■ What is needed ■
Skip the pictures and return every entry exactly as written.

Saved entries:
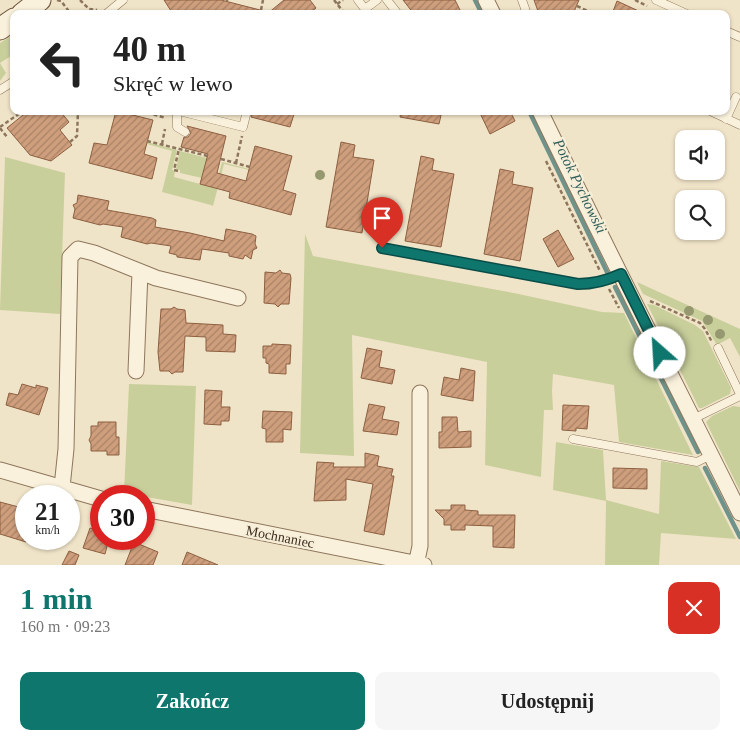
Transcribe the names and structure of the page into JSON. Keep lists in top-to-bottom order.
{
  "streets": {
    "street": ["Mochnaniec"]
  },
  "water": ["Potok Pychowski"],
  "page": {
    "turn": ["40 m", "Skręć w lewo"],
    "speed": "21 km/h",
    "limit": "30",
    "heading": ["1 min", "160 m · 09:23"],
    "buttons": ["Zakończ", "Udostępnij"]
  }
}
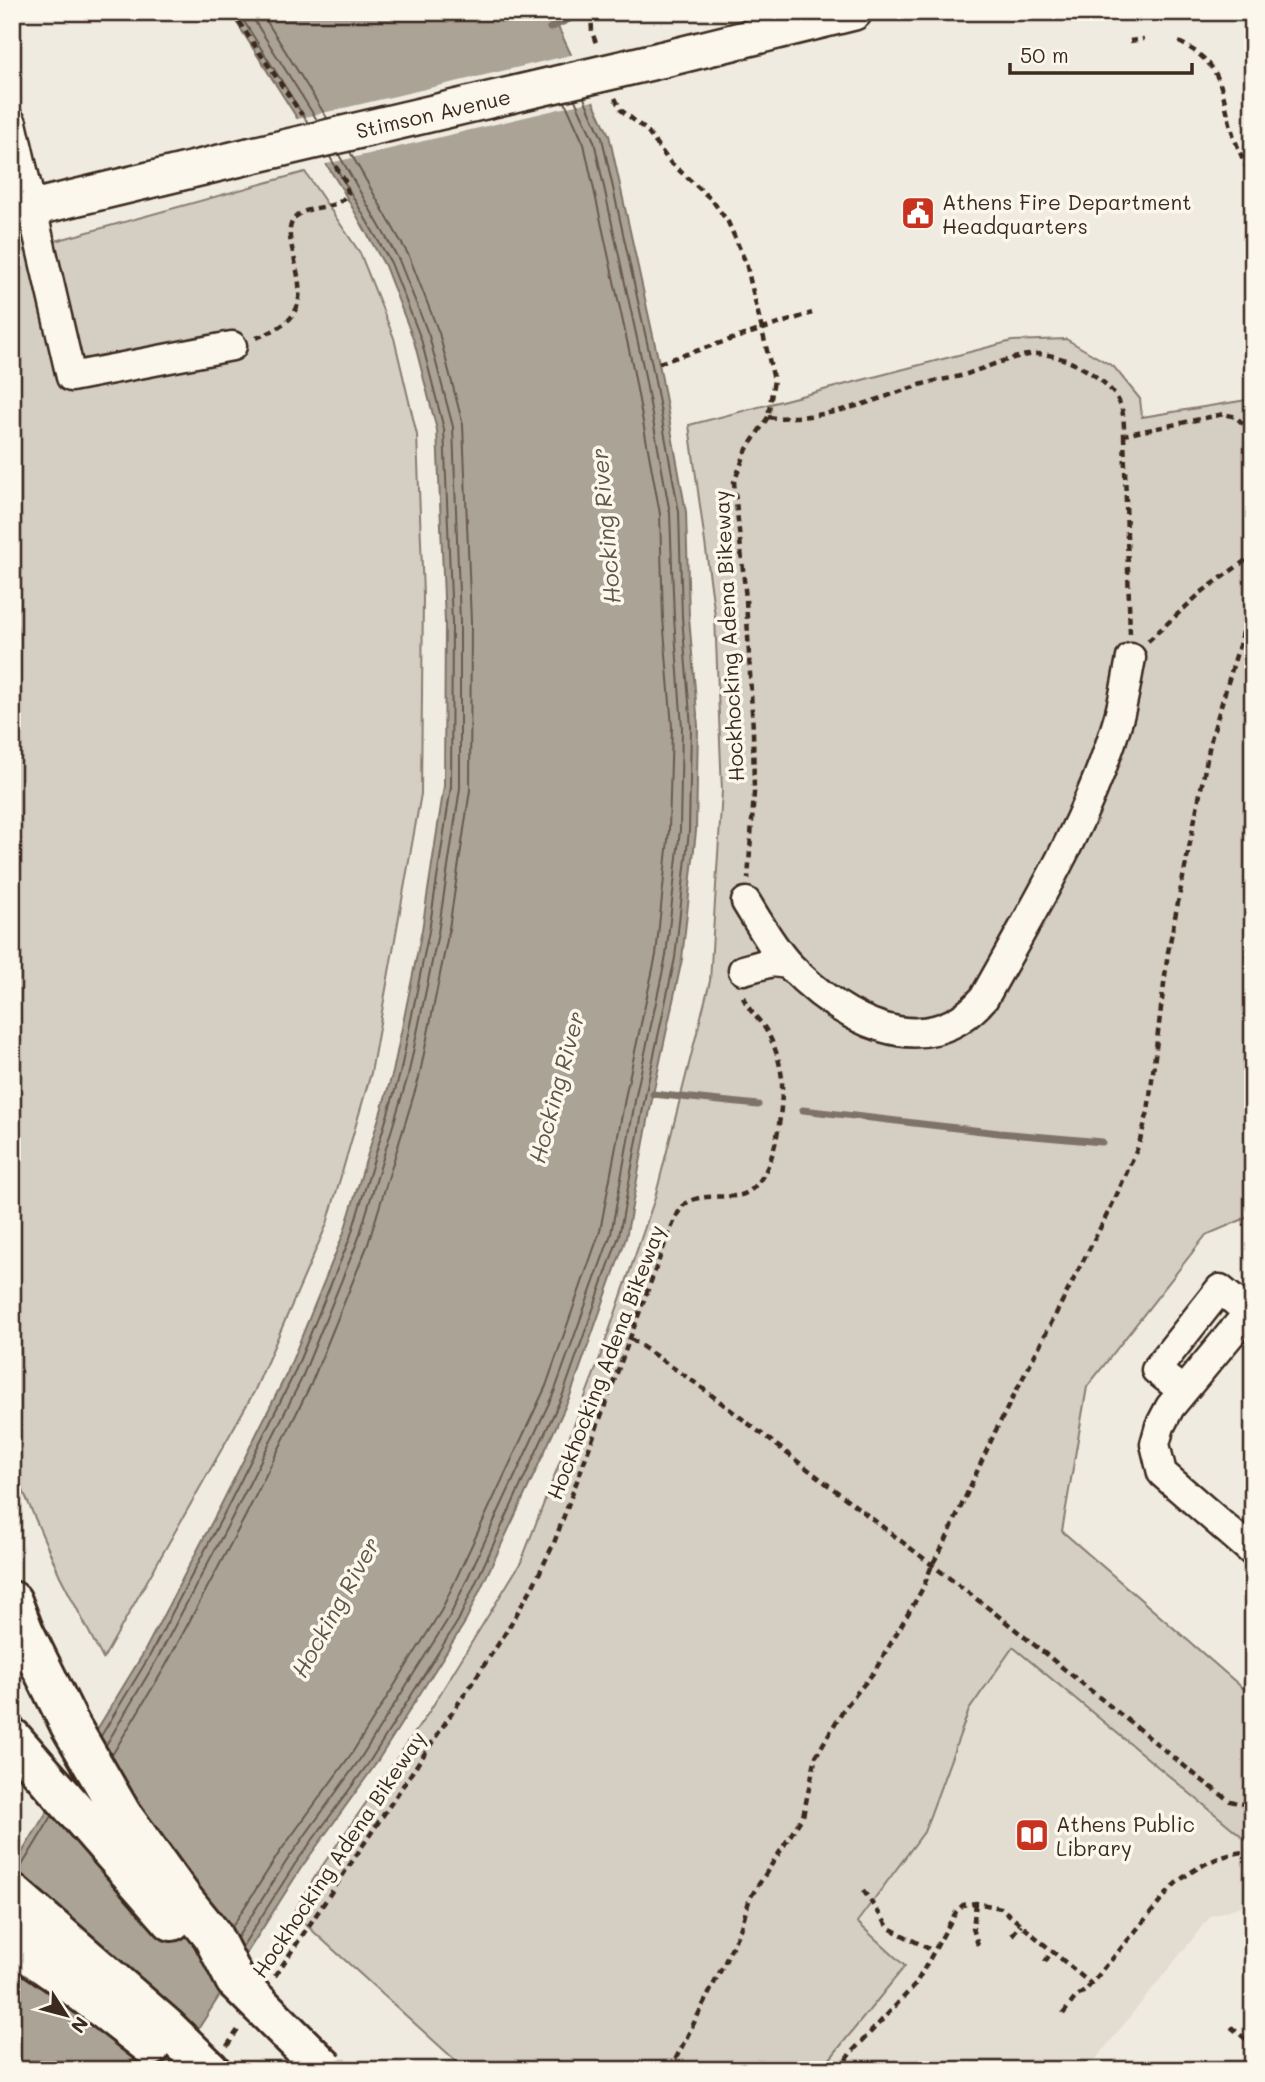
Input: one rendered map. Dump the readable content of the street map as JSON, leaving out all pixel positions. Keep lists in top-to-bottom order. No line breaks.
{"streets":{"main road":["Stimson Avenue"],"path":["Hockhocking Adena Bikeway"]},"water":["Hocking River"],"places":{"public building":["Athens Fire Department Headquarters"],"library":["Athens Public Library"]},"scale_bar":"50 m","north":"bottom right"}
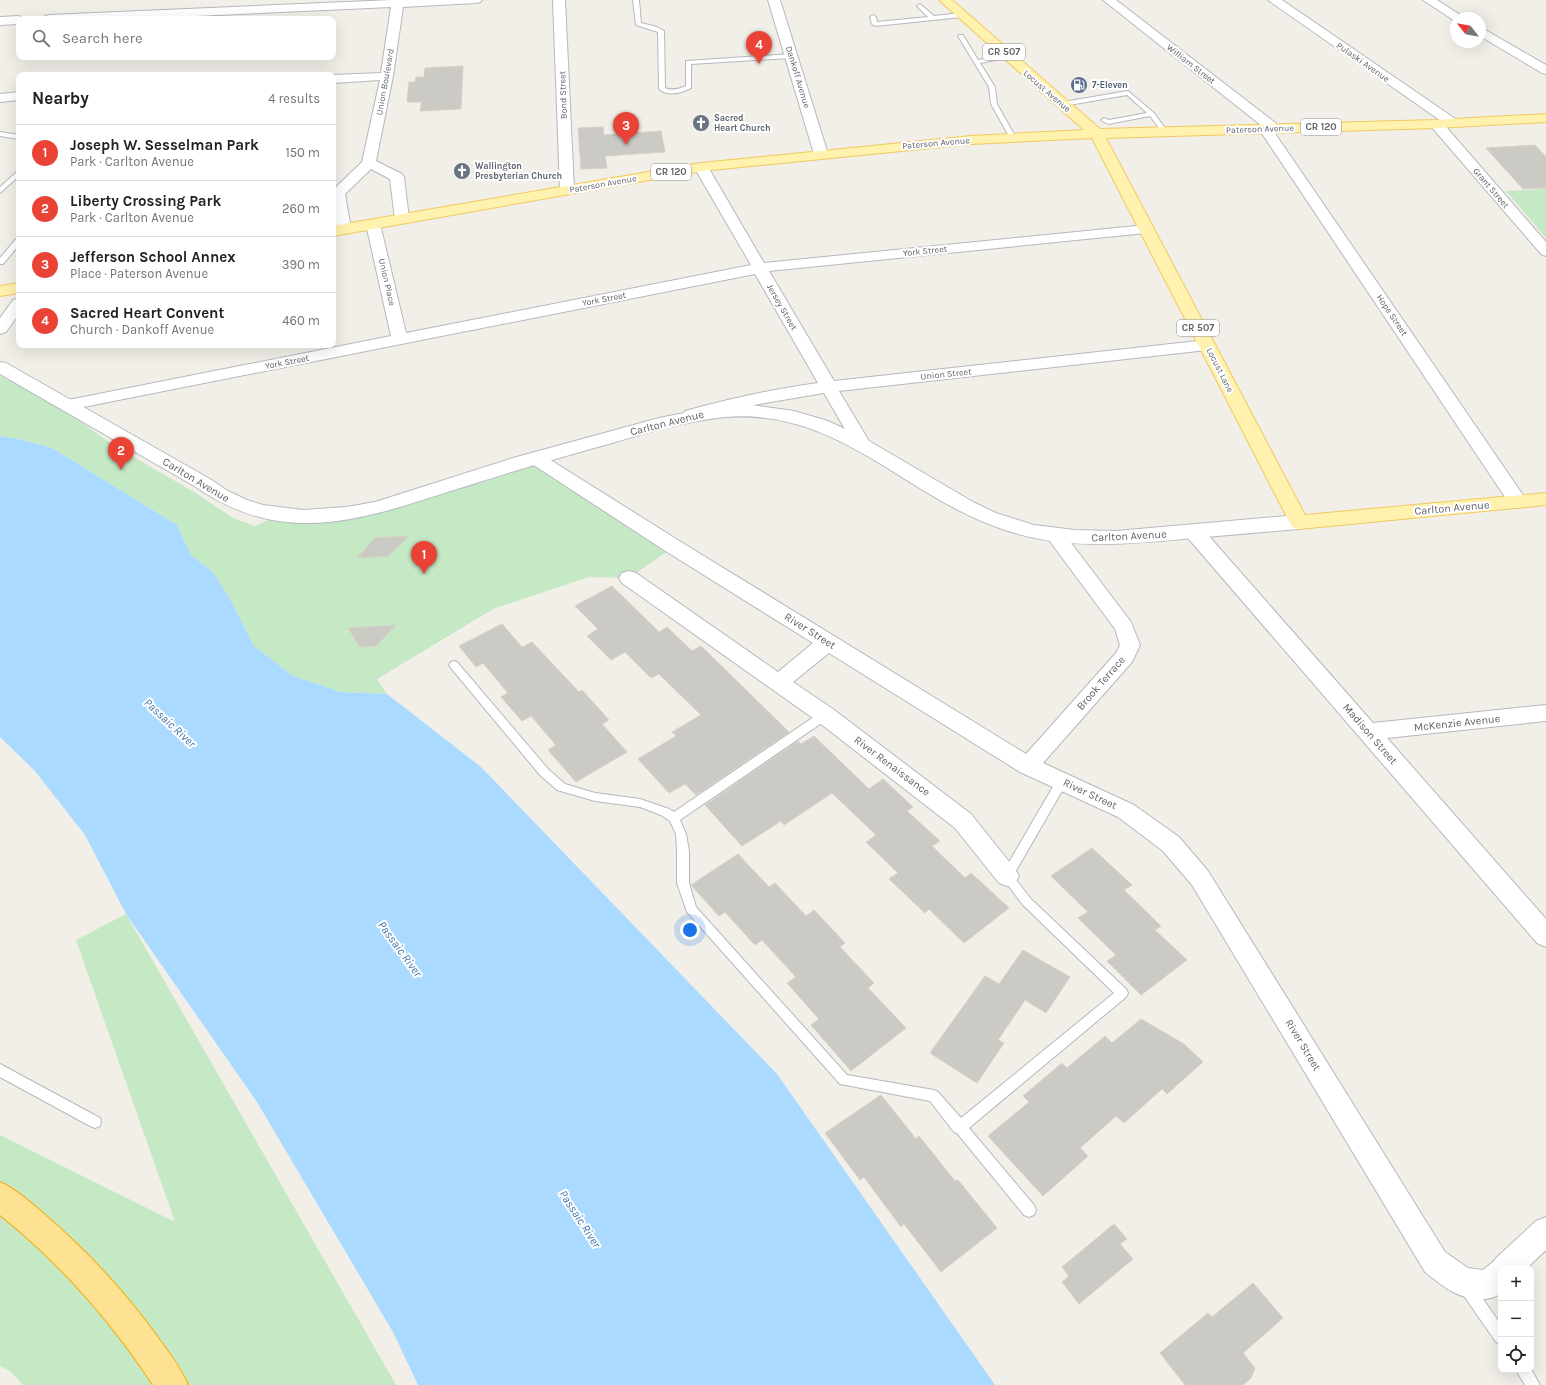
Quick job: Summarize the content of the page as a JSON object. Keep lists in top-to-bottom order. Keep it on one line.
{"streets":{"main road":["CR 507","Locust Avenue","CR 120","Paterson Avenue","Locust Lane","Carlton Avenue"],"street":["Pulaski Avenue","William Street","Dankoff Avenue","Union Boulevard","Bond Street","Grant Street","York Street","Union Place","Jersey Street","Hope Street","Union Street","River Street","Brook Terrace","McKenzie Avenue","Madison Street","River Renaissance"]},"crossings":[["Pulaski Avenue","Paterson Avenue"],["William Street","Paterson Avenue"],["William Street","Hope Street"],["Dankoff Avenue","Paterson Avenue"],["Locust Avenue","Paterson Avenue"],["Locust Avenue","Locust Lane"],["Bond Street","Paterson Avenue"],["Paterson Avenue","Grant Street"],["Paterson Avenue","Union Place"],["Paterson Avenue","Jersey Street"],["Paterson Avenue","Hope Street"],["Paterson Avenue","Locust Lane"],["York Street","Union Place"],["York Street","Jersey Street"],["York Street","Locust Lane"],["York Street","Carlton Avenue"],["Jersey Street","Union Street"],["Jersey Street","Carlton Avenue"],["Hope Street","Carlton Avenue"],["Locust Lane","Union Street"],["Locust Lane","Carlton Avenue"],["Union Street","Carlton Avenue"],["Carlton Avenue","River Street"],["Carlton Avenue","Brook Terrace"],["Carlton Avenue","Madison Street"],["River Street","Brook Terrace"],["McKenzie Avenue","Madison Street"]],"water":["Passaic River"],"places":{"fuel station":["7-Eleven"],"church":["Sacred Heart Church","Wallington Presbyterian Church"]},"north":"top left","page":{"search":"Search here","pins":["4","3","2","1"],"heading":["Nearby","4 results"],"list":[{"mark":"1","name":"Joseph W. Sesselman Park","note":"Park · Carlton Avenue","value":"150 m"},{"mark":"2","name":"Liberty Crossing Park","note":"Park · Carlton Avenue","value":"260 m"},{"mark":"3","name":"Jefferson School Annex","note":"Place · Paterson Avenue","value":"390 m"},{"mark":"4","name":"Sacred Heart Convent","note":"Church · Dankoff Avenue","value":"460 m"}],"map_buttons":["+","−"]}}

■ Finished task ■
Transcribe the names and structure of the page into JSON. Keep lists in top-to-bottom order.
{
  "streets": {
    "street": ["Mochnaniec"]
  },
  "water": ["Potok Pychowski"],
  "page": {
    "turn": ["40 m", "Skręć w lewo"],
    "speed": "21 km/h",
    "limit": "30",
    "heading": ["1 min", "160 m · 09:23"],
    "buttons": ["Zakończ", "Udostępnij"]
  }
}
Input: one rendered map. Dump the readable content of the street map as JSON, leaving out all pixel positions. Keep lists in top-to-bottom order. No line breaks.
{"streets":{"main road":["Stimson Avenue"],"path":["Hockhocking Adena Bikeway"]},"water":["Hocking River"],"places":{"public building":["Athens Fire Department Headquarters"],"library":["Athens Public Library"]},"scale_bar":"50 m","north":"bottom right"}
Quick job: Summarize the content of the page as a JSON object. Keep lists in top-to-bottom order. Keep it on one line.
{"streets":{"main road":["CR 507","Locust Avenue","CR 120","Paterson Avenue","Locust Lane","Carlton Avenue"],"street":["Pulaski Avenue","William Street","Dankoff Avenue","Union Boulevard","Bond Street","Grant Street","York Street","Union Place","Jersey Street","Hope Street","Union Street","River Street","Brook Terrace","McKenzie Avenue","Madison Street","River Renaissance"]},"crossings":[["Pulaski Avenue","Paterson Avenue"],["William Street","Paterson Avenue"],["William Street","Hope Street"],["Dankoff Avenue","Paterson Avenue"],["Locust Avenue","Paterson Avenue"],["Locust Avenue","Locust Lane"],["Bond Street","Paterson Avenue"],["Paterson Avenue","Grant Street"],["Paterson Avenue","Union Place"],["Paterson Avenue","Jersey Street"],["Paterson Avenue","Hope Street"],["Paterson Avenue","Locust Lane"],["York Street","Union Place"],["York Street","Jersey Street"],["York Street","Locust Lane"],["York Street","Carlton Avenue"],["Jersey Street","Union Street"],["Jersey Street","Carlton Avenue"],["Hope Street","Carlton Avenue"],["Locust Lane","Union Street"],["Locust Lane","Carlton Avenue"],["Union Street","Carlton Avenue"],["Carlton Avenue","River Street"],["Carlton Avenue","Brook Terrace"],["Carlton Avenue","Madison Street"],["River Street","Brook Terrace"],["McKenzie Avenue","Madison Street"]],"water":["Passaic River"],"places":{"fuel station":["7-Eleven"],"church":["Sacred Heart Church","Wallington Presbyterian Church"]},"north":"top left","page":{"search":"Search here","pins":["4","3","2","1"],"heading":["Nearby","4 results"],"list":[{"mark":"1","name":"Joseph W. Sesselman Park","note":"Park · Carlton Avenue","value":"150 m"},{"mark":"2","name":"Liberty Crossing Park","note":"Park · Carlton Avenue","value":"260 m"},{"mark":"3","name":"Jefferson School Annex","note":"Place · Paterson Avenue","value":"390 m"},{"mark":"4","name":"Sacred Heart Convent","note":"Church · Dankoff Avenue","value":"460 m"}],"map_buttons":["+","−"]}}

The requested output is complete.